(Beginning of Provided records)

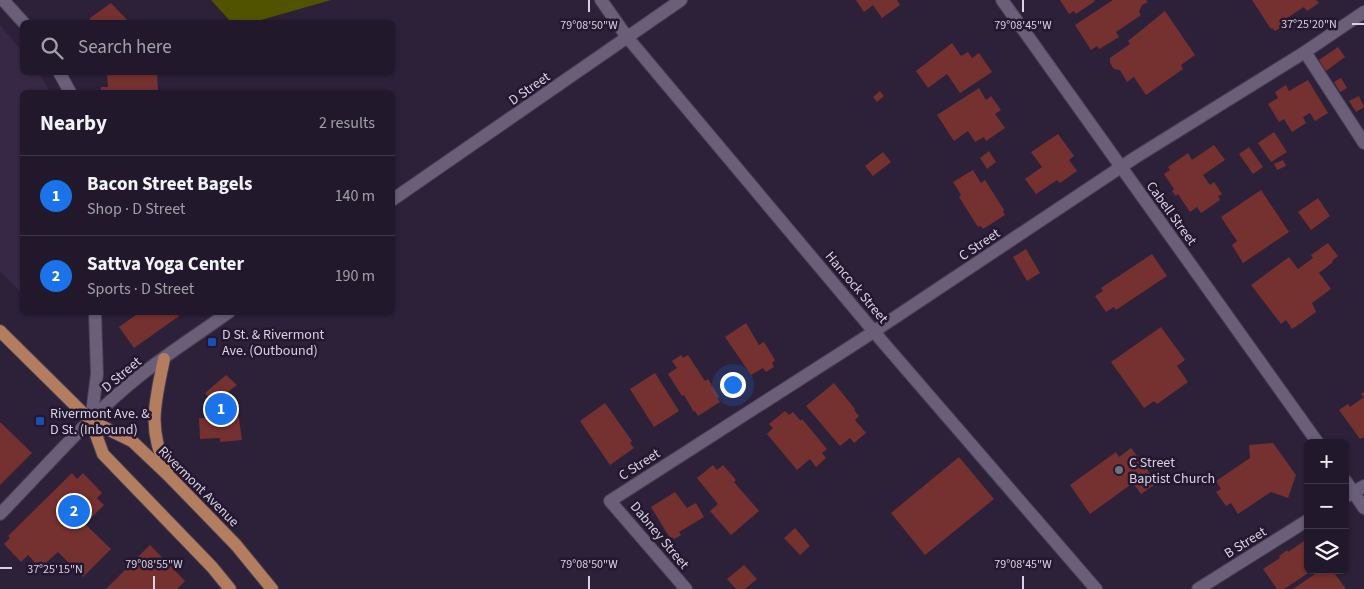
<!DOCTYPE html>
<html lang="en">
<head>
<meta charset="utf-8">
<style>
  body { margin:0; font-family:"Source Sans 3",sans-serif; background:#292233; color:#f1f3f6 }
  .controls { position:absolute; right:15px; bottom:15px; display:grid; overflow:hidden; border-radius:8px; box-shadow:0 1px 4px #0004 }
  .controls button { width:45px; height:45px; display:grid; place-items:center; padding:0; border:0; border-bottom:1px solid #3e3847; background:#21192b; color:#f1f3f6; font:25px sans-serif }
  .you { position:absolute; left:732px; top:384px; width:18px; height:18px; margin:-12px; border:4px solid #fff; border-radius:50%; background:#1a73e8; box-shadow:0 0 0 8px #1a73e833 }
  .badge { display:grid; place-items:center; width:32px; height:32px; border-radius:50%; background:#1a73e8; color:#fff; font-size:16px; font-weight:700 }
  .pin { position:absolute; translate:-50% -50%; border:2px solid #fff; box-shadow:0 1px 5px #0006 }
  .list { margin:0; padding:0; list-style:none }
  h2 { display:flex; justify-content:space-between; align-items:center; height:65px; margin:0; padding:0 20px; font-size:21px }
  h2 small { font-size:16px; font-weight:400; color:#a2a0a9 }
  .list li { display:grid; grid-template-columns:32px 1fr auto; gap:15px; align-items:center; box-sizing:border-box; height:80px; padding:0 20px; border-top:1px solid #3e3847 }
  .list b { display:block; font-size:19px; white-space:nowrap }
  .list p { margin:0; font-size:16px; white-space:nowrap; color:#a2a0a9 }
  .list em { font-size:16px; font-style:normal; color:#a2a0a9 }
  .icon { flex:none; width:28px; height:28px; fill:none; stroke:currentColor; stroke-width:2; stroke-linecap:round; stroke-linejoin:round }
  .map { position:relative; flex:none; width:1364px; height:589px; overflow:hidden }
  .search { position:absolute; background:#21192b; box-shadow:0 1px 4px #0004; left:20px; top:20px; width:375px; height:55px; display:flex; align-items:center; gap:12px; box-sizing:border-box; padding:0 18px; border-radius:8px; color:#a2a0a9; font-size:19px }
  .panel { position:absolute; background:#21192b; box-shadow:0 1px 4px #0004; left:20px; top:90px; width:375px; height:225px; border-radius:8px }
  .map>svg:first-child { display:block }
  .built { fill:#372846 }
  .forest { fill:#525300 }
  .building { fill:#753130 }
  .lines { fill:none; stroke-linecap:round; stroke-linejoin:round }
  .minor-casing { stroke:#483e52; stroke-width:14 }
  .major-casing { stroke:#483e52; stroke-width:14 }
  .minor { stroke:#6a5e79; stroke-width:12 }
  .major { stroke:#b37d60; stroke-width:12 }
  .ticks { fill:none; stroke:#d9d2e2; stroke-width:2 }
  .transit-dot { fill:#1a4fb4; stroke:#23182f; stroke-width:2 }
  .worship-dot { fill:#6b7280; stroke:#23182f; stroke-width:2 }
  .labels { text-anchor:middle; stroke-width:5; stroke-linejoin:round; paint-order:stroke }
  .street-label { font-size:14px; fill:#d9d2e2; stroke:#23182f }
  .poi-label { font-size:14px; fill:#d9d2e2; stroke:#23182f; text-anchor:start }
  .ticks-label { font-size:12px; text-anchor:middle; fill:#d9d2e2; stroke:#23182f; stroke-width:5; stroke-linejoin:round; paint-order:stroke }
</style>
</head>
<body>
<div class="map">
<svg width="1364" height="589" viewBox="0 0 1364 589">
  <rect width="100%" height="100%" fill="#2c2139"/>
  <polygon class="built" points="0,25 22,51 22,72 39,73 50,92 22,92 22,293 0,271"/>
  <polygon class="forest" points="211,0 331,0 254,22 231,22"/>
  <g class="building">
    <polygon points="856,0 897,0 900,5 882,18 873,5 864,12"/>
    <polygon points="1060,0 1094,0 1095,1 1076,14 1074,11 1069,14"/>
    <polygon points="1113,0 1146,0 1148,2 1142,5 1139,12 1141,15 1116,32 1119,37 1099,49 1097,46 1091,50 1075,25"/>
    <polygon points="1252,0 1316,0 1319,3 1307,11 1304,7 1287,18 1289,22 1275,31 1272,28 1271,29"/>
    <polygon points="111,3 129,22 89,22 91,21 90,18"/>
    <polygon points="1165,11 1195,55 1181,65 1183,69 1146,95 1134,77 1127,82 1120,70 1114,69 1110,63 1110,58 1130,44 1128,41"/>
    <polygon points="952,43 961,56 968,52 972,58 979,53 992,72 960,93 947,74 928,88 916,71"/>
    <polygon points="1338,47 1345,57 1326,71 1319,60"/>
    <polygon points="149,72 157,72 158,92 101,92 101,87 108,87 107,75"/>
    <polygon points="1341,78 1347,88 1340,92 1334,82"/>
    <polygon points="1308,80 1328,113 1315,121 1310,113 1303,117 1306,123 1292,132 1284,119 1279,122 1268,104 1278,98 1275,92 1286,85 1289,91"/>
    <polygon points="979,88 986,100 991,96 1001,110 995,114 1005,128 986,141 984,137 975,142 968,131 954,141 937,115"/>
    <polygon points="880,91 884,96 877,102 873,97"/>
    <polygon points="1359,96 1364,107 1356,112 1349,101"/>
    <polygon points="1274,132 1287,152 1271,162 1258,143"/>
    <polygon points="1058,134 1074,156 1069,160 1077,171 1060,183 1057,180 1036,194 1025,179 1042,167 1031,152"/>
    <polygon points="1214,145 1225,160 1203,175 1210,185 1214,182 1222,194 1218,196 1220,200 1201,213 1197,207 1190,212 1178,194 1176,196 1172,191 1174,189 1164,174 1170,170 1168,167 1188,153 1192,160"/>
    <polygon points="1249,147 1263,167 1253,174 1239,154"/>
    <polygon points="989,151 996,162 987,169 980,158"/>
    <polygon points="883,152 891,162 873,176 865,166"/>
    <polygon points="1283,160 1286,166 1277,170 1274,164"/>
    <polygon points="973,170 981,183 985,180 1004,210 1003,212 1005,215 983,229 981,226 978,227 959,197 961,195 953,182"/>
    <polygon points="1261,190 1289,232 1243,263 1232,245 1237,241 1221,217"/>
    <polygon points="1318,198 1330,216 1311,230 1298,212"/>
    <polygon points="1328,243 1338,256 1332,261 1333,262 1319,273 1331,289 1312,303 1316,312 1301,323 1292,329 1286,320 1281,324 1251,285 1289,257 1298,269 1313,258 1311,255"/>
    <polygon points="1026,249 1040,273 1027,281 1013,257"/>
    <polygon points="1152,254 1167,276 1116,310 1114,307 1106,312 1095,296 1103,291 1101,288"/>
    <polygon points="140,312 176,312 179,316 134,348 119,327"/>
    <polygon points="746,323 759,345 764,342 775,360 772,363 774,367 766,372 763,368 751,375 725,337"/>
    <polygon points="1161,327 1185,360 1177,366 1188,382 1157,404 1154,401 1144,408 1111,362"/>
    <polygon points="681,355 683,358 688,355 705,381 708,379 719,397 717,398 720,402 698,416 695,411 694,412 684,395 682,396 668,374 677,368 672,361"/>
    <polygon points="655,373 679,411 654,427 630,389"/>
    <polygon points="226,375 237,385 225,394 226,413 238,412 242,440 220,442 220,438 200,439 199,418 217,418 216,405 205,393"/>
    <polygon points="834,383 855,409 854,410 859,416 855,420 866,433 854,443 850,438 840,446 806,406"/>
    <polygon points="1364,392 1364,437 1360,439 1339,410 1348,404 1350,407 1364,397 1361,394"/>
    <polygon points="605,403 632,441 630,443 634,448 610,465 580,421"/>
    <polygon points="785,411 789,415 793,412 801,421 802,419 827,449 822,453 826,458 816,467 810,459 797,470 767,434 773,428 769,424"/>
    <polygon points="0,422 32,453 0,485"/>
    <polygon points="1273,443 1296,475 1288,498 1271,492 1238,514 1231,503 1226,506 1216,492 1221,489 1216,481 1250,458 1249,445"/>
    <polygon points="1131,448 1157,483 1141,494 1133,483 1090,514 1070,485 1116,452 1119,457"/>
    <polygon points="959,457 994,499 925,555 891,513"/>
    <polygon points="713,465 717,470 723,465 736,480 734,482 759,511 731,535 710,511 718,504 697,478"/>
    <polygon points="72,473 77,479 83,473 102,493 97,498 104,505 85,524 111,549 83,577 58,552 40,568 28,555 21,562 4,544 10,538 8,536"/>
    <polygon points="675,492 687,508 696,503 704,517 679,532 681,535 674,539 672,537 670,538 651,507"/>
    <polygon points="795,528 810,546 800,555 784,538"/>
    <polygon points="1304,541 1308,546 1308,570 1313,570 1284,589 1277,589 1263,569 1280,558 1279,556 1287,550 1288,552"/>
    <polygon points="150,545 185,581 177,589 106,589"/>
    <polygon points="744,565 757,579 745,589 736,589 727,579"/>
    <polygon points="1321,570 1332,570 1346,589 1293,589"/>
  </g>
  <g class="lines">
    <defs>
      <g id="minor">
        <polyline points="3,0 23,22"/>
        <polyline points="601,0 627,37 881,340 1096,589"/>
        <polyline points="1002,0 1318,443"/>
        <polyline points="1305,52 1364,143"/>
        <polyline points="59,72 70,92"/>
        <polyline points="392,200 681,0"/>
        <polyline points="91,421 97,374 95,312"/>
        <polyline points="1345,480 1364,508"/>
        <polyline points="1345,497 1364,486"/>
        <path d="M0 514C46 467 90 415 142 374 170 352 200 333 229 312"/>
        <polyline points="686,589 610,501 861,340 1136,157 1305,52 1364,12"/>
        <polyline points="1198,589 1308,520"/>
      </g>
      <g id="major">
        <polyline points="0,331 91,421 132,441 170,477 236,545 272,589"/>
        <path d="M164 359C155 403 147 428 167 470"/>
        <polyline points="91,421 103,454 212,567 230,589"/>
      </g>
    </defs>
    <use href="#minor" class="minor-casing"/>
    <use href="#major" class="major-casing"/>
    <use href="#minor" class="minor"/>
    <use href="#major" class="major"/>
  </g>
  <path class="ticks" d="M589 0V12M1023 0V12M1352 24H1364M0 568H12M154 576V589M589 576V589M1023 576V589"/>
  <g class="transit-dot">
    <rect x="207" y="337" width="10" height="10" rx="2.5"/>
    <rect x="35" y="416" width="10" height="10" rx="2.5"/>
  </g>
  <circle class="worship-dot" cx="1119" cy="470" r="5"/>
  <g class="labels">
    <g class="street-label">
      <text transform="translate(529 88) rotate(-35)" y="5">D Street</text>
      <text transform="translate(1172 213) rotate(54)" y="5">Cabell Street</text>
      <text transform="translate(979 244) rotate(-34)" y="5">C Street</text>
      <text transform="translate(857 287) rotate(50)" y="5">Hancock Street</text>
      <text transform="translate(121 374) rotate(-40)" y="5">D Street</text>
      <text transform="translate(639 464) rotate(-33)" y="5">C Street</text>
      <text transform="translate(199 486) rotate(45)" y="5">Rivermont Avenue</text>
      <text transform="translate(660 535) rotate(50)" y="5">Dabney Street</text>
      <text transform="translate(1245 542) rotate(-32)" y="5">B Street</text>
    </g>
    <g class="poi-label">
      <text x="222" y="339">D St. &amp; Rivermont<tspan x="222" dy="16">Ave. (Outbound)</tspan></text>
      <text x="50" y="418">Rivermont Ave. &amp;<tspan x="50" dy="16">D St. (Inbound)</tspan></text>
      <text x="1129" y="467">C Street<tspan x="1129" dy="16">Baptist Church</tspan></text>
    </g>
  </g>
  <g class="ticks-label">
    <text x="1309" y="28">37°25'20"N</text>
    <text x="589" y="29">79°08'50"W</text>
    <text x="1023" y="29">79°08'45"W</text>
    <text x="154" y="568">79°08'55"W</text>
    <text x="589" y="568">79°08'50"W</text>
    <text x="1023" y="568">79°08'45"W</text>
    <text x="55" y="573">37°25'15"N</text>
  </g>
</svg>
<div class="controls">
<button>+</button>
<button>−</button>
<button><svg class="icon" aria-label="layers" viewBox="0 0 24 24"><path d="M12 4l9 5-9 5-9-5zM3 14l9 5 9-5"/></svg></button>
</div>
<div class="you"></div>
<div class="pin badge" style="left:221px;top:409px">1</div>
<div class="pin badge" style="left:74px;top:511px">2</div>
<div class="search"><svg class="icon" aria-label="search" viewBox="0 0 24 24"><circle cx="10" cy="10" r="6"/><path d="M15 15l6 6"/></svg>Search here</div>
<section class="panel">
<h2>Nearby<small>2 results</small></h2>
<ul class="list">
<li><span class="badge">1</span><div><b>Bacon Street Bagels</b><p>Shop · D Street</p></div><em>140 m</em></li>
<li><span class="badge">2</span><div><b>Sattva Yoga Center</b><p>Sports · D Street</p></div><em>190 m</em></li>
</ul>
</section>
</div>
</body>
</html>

(End of Provided records)
(Beginning of Provided records)

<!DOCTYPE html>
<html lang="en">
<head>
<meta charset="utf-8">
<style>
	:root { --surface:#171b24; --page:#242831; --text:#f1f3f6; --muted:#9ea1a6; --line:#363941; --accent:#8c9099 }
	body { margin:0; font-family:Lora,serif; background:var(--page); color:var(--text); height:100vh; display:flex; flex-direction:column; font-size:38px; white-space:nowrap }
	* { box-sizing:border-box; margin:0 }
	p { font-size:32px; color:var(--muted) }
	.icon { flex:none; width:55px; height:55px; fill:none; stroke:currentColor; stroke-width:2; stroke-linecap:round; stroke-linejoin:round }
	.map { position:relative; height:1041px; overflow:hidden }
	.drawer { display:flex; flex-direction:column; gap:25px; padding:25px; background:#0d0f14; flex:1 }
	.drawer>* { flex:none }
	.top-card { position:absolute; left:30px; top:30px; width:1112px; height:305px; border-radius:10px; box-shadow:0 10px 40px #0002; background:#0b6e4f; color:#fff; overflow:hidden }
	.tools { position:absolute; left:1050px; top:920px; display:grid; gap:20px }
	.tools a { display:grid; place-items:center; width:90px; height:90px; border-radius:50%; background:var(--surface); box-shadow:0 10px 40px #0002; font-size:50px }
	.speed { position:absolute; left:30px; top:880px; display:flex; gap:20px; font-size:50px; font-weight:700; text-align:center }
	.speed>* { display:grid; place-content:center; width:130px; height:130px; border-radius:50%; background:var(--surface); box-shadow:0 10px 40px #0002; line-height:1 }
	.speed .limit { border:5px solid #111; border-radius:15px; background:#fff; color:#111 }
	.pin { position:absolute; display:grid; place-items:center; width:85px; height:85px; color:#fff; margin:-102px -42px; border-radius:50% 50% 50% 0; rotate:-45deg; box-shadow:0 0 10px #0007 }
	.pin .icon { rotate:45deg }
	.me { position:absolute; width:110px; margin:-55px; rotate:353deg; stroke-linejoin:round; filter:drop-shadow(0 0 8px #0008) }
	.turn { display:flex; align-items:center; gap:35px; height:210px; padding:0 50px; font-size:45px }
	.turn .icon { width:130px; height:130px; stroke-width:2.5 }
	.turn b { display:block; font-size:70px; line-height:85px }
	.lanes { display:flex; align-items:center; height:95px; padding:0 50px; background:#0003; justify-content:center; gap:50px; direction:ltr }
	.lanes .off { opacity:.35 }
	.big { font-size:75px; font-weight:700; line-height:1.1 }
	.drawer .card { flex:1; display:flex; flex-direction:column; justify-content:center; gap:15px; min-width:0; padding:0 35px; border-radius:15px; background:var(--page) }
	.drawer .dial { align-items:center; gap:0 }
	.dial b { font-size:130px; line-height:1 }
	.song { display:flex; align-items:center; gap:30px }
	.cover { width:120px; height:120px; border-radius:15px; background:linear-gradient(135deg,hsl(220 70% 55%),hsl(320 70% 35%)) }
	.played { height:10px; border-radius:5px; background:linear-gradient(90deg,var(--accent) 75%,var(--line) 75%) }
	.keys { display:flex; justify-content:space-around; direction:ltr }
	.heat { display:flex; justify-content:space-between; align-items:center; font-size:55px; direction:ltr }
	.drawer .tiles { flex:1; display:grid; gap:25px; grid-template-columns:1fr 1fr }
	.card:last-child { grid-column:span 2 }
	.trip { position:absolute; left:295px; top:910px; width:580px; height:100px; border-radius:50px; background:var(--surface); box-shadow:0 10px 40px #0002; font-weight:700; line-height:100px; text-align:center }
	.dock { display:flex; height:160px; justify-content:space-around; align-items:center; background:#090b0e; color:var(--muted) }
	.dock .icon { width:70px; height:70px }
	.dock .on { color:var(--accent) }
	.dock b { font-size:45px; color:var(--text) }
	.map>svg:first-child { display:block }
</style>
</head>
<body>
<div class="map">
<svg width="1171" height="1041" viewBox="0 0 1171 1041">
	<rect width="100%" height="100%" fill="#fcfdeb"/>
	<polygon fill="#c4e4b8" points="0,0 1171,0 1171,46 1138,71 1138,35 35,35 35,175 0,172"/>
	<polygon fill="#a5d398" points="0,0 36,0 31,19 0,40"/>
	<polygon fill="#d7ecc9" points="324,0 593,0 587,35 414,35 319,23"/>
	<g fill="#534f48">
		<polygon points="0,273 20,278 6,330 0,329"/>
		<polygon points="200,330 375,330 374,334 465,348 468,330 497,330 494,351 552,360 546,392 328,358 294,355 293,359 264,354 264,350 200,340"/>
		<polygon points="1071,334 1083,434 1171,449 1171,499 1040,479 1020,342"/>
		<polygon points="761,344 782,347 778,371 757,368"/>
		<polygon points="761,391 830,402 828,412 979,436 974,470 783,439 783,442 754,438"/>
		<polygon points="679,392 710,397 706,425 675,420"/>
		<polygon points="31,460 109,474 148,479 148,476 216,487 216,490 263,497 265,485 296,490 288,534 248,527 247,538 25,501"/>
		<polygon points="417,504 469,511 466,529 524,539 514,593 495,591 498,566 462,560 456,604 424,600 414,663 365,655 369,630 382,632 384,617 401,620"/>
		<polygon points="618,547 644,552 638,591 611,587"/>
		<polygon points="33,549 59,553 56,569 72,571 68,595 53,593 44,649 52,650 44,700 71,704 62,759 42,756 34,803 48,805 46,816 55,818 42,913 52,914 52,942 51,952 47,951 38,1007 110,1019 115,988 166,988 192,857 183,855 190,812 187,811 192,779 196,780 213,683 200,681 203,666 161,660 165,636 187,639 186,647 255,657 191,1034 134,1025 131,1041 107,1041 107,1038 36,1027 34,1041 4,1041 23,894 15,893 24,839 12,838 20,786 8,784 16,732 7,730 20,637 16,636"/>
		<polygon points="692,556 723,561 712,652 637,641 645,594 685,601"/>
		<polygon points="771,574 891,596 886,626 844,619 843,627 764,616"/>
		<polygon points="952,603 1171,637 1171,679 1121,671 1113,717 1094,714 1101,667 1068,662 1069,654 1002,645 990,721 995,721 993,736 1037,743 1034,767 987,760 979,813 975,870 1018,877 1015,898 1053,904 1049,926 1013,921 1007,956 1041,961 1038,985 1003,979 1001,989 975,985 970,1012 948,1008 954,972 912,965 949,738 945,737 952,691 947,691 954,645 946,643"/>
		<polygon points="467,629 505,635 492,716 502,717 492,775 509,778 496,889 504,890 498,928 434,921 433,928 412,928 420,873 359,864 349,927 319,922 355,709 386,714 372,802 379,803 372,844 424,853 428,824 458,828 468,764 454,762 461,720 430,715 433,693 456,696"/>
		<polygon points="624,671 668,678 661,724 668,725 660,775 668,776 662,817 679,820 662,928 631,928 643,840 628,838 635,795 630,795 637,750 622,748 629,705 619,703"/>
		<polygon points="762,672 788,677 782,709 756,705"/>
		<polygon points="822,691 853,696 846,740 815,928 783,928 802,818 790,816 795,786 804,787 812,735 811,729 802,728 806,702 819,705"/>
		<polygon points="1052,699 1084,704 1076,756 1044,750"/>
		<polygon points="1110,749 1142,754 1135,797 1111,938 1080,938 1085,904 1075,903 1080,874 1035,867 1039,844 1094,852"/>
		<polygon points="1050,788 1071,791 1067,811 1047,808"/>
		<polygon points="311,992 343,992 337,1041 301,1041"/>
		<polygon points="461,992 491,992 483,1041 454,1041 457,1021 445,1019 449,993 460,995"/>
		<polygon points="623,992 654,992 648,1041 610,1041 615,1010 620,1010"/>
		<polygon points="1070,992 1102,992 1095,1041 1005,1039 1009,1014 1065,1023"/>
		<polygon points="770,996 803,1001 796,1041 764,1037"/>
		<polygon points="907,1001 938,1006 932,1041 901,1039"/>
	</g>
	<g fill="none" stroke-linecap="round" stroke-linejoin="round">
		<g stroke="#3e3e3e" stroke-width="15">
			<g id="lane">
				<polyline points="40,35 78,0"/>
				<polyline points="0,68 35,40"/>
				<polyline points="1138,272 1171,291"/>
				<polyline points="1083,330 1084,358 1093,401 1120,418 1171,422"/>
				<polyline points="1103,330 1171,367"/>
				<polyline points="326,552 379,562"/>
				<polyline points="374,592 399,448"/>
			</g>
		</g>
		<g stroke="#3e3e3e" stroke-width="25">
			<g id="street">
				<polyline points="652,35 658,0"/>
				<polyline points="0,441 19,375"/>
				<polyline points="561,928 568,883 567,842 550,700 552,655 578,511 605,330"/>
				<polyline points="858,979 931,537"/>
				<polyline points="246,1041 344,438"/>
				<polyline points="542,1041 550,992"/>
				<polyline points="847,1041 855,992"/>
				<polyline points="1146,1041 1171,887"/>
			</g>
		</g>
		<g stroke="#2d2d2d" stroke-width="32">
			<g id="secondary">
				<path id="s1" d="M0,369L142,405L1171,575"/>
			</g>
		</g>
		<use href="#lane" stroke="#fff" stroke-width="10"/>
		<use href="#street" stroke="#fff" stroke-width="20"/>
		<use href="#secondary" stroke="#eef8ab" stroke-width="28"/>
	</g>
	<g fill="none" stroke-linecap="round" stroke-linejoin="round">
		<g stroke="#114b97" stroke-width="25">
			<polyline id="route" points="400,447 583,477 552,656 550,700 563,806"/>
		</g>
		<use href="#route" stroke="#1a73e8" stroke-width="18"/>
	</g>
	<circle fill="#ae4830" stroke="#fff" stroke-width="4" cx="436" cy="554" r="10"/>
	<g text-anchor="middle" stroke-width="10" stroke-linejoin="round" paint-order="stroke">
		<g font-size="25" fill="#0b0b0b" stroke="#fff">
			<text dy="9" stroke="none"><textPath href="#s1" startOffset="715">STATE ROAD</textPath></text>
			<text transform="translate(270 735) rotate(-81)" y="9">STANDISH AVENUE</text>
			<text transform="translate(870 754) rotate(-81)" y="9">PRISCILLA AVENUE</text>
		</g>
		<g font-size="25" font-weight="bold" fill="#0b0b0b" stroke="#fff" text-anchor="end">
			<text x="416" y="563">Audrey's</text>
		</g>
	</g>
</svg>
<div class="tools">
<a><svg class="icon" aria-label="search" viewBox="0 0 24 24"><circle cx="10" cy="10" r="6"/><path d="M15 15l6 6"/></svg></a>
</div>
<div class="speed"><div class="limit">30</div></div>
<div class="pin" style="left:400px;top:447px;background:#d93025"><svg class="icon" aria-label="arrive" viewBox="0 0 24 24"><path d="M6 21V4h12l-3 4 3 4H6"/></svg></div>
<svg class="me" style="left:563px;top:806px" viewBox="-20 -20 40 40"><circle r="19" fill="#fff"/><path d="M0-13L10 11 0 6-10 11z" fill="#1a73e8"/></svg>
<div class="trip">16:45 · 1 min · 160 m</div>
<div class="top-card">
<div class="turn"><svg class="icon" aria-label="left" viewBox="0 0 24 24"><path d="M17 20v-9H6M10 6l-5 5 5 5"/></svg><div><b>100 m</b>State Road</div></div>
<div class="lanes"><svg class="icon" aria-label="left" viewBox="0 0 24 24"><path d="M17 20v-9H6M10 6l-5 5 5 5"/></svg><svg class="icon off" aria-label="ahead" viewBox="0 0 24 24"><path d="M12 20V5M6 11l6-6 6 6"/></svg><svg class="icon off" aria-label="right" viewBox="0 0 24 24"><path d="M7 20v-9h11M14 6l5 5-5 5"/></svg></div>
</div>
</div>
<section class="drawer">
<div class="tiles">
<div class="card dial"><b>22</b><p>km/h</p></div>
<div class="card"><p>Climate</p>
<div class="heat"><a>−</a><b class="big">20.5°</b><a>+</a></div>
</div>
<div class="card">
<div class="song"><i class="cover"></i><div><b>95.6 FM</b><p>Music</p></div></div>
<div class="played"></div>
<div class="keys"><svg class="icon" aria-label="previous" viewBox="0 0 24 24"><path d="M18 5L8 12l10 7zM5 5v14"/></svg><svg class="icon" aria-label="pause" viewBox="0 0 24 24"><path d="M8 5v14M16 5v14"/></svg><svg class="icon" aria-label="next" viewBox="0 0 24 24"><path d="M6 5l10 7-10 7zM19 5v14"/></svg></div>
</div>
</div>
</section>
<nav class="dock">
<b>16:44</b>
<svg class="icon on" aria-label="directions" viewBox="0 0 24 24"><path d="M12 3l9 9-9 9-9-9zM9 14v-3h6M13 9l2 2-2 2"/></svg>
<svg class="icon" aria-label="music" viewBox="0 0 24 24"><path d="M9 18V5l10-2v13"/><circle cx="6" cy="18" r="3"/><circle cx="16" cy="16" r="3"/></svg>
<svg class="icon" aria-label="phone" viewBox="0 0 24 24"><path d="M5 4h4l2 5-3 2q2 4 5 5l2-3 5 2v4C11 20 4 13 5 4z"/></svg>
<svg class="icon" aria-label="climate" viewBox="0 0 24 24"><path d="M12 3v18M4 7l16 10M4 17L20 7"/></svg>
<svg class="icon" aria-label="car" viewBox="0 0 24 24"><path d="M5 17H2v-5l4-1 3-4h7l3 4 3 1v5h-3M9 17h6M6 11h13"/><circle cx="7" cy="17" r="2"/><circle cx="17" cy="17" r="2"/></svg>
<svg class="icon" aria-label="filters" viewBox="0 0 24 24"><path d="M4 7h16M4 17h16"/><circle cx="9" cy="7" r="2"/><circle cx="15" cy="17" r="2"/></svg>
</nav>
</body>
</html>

(End of Provided records)

What is needed
Retype, exactly and in full, the lines above from the one containing "position:relative; height:1041px; overflow:hidden" through the one containing "position:absolute; left:1050px; top:920px;".

Response to this task
	.map { position:relative; height:1041px; overflow:hidden }
	.drawer { display:flex; flex-direction:column; gap:25px; padding:25px; background:#0d0f14; flex:1 }
	.drawer>* { flex:none }
	.top-card { position:absolute; left:30px; top:30px; width:1112px; height:305px; border-radius:10px; box-shadow:0 10px 40px #0002; background:#0b6e4f; color:#fff; overflow:hidden }
	.tools { position:absolute; left:1050px; top:920px; display:grid; gap:20px }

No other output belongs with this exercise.